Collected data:
★ ★ ★ ★ ★ ★ ★

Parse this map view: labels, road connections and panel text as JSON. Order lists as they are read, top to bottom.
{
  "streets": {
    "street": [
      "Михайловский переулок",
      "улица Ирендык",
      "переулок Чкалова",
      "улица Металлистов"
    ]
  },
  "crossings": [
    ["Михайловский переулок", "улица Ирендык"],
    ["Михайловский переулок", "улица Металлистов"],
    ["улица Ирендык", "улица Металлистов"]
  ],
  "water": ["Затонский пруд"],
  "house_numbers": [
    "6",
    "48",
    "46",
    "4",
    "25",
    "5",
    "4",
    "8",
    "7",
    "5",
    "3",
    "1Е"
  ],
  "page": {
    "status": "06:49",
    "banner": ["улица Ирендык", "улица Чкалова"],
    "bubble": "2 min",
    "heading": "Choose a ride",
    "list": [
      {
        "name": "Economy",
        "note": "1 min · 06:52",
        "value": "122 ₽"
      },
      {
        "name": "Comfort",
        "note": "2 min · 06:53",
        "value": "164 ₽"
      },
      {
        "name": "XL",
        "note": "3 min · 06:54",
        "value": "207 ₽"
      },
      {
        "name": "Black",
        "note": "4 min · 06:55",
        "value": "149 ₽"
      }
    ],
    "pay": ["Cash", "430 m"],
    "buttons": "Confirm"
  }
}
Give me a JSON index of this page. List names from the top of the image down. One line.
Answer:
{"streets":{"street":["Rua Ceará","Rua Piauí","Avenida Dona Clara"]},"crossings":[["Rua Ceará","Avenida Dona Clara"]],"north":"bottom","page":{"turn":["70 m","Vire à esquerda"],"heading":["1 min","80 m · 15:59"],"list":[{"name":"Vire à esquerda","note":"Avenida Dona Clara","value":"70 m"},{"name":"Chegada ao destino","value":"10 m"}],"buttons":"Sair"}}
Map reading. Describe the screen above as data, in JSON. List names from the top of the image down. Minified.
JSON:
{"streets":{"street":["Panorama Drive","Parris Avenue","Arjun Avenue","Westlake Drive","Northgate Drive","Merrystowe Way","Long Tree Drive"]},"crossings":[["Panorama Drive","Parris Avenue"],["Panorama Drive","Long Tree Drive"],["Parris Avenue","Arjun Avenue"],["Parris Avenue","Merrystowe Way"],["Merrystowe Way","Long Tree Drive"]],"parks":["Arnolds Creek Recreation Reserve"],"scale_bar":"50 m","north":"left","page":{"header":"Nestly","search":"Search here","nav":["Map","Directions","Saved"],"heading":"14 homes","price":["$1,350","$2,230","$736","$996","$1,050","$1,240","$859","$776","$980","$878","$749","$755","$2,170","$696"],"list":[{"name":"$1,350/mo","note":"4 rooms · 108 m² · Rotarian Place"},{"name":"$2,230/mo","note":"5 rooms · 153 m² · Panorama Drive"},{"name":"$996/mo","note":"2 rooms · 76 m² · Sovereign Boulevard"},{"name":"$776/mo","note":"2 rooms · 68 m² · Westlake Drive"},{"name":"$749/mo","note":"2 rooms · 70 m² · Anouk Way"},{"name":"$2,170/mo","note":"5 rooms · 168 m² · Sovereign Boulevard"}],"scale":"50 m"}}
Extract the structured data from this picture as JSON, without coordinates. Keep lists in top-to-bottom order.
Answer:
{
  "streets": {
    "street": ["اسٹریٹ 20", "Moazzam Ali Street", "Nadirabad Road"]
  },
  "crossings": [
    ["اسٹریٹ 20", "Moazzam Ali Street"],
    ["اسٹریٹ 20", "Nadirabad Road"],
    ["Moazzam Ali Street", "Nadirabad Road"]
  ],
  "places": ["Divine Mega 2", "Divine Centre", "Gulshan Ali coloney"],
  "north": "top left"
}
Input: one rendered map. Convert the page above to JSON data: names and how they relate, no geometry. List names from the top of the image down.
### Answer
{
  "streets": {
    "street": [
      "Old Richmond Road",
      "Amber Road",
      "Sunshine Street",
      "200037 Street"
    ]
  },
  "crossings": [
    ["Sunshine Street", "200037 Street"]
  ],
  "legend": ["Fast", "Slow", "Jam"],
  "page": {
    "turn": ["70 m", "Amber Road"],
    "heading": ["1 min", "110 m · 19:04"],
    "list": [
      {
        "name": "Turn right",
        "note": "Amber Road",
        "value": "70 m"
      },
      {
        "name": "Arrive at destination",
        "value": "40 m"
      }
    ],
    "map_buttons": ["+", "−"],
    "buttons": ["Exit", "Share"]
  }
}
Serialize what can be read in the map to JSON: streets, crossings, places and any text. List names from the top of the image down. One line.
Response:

★ ★ ★ ★ ★ ★ ★

[Work to be completed]:
The records above must be restated. Preserve every word.

[Answer]:
Parse this map view: labels, road connections and panel text as JSON. Order lists as they are read, top to bottom.
{
  "streets": {
    "street": [
      "Михайловский переулок",
      "улица Ирендык",
      "переулок Чкалова",
      "улица Металлистов"
    ]
  },
  "crossings": [
    ["Михайловский переулок", "улица Ирендык"],
    ["Михайловский переулок", "улица Металлистов"],
    ["улица Ирендык", "улица Металлистов"]
  ],
  "water": ["Затонский пруд"],
  "house_numbers": [
    "6",
    "48",
    "46",
    "4",
    "25",
    "5",
    "4",
    "8",
    "7",
    "5",
    "3",
    "1Е"
  ],
  "page": {
    "status": "06:49",
    "banner": ["улица Ирендык", "улица Чкалова"],
    "bubble": "2 min",
    "heading": "Choose a ride",
    "list": [
      {
        "name": "Economy",
        "note": "1 min · 06:52",
        "value": "122 ₽"
      },
      {
        "name": "Comfort",
        "note": "2 min · 06:53",
        "value": "164 ₽"
      },
      {
        "name": "XL",
        "note": "3 min · 06:54",
        "value": "207 ₽"
      },
      {
        "name": "Black",
        "note": "4 min · 06:55",
        "value": "149 ₽"
      }
    ],
    "pay": ["Cash", "430 m"],
    "buttons": "Confirm"
  }
}
Give me a JSON index of this page. List names from the top of the image down. One line.
Answer:
{"streets":{"street":["Rua Ceará","Rua Piauí","Avenida Dona Clara"]},"crossings":[["Rua Ceará","Avenida Dona Clara"]],"north":"bottom","page":{"turn":["70 m","Vire à esquerda"],"heading":["1 min","80 m · 15:59"],"list":[{"name":"Vire à esquerda","note":"Avenida Dona Clara","value":"70 m"},{"name":"Chegada ao destino","value":"10 m"}],"buttons":"Sair"}}
Map reading. Describe the screen above as data, in JSON. List names from the top of the image down. Minified.
JSON:
{"streets":{"street":["Panorama Drive","Parris Avenue","Arjun Avenue","Westlake Drive","Northgate Drive","Merrystowe Way","Long Tree Drive"]},"crossings":[["Panorama Drive","Parris Avenue"],["Panorama Drive","Long Tree Drive"],["Parris Avenue","Arjun Avenue"],["Parris Avenue","Merrystowe Way"],["Merrystowe Way","Long Tree Drive"]],"parks":["Arnolds Creek Recreation Reserve"],"scale_bar":"50 m","north":"left","page":{"header":"Nestly","search":"Search here","nav":["Map","Directions","Saved"],"heading":"14 homes","price":["$1,350","$2,230","$736","$996","$1,050","$1,240","$859","$776","$980","$878","$749","$755","$2,170","$696"],"list":[{"name":"$1,350/mo","note":"4 rooms · 108 m² · Rotarian Place"},{"name":"$2,230/mo","note":"5 rooms · 153 m² · Panorama Drive"},{"name":"$996/mo","note":"2 rooms · 76 m² · Sovereign Boulevard"},{"name":"$776/mo","note":"2 rooms · 68 m² · Westlake Drive"},{"name":"$749/mo","note":"2 rooms · 70 m² · Anouk Way"},{"name":"$2,170/mo","note":"5 rooms · 168 m² · Sovereign Boulevard"}],"scale":"50 m"}}
Extract the structured data from this picture as JSON, without coordinates. Keep lists in top-to-bottom order.
Answer:
{
  "streets": {
    "street": ["اسٹریٹ 20", "Moazzam Ali Street", "Nadirabad Road"]
  },
  "crossings": [
    ["اسٹریٹ 20", "Moazzam Ali Street"],
    ["اسٹریٹ 20", "Nadirabad Road"],
    ["Moazzam Ali Street", "Nadirabad Road"]
  ],
  "places": ["Divine Mega 2", "Divine Centre", "Gulshan Ali coloney"],
  "north": "top left"
}
Input: one rendered map. Convert the page above to JSON data: names and how they relate, no geometry. List names from the top of the image down.
### Answer
{
  "streets": {
    "street": [
      "Old Richmond Road",
      "Amber Road",
      "Sunshine Street",
      "200037 Street"
    ]
  },
  "crossings": [
    ["Sunshine Street", "200037 Street"]
  ],
  "legend": ["Fast", "Slow", "Jam"],
  "page": {
    "turn": ["70 m", "Amber Road"],
    "heading": ["1 min", "110 m · 19:04"],
    "list": [
      {
        "name": "Turn right",
        "note": "Amber Road",
        "value": "70 m"
      },
      {
        "name": "Arrive at destination",
        "value": "40 m"
      }
    ],
    "map_buttons": ["+", "−"],
    "buttons": ["Exit", "Share"]
  }
}
Serialize what can be read in the map to JSON: streets, crossings, places and any text. List names from the top of the image down. One line.
Response:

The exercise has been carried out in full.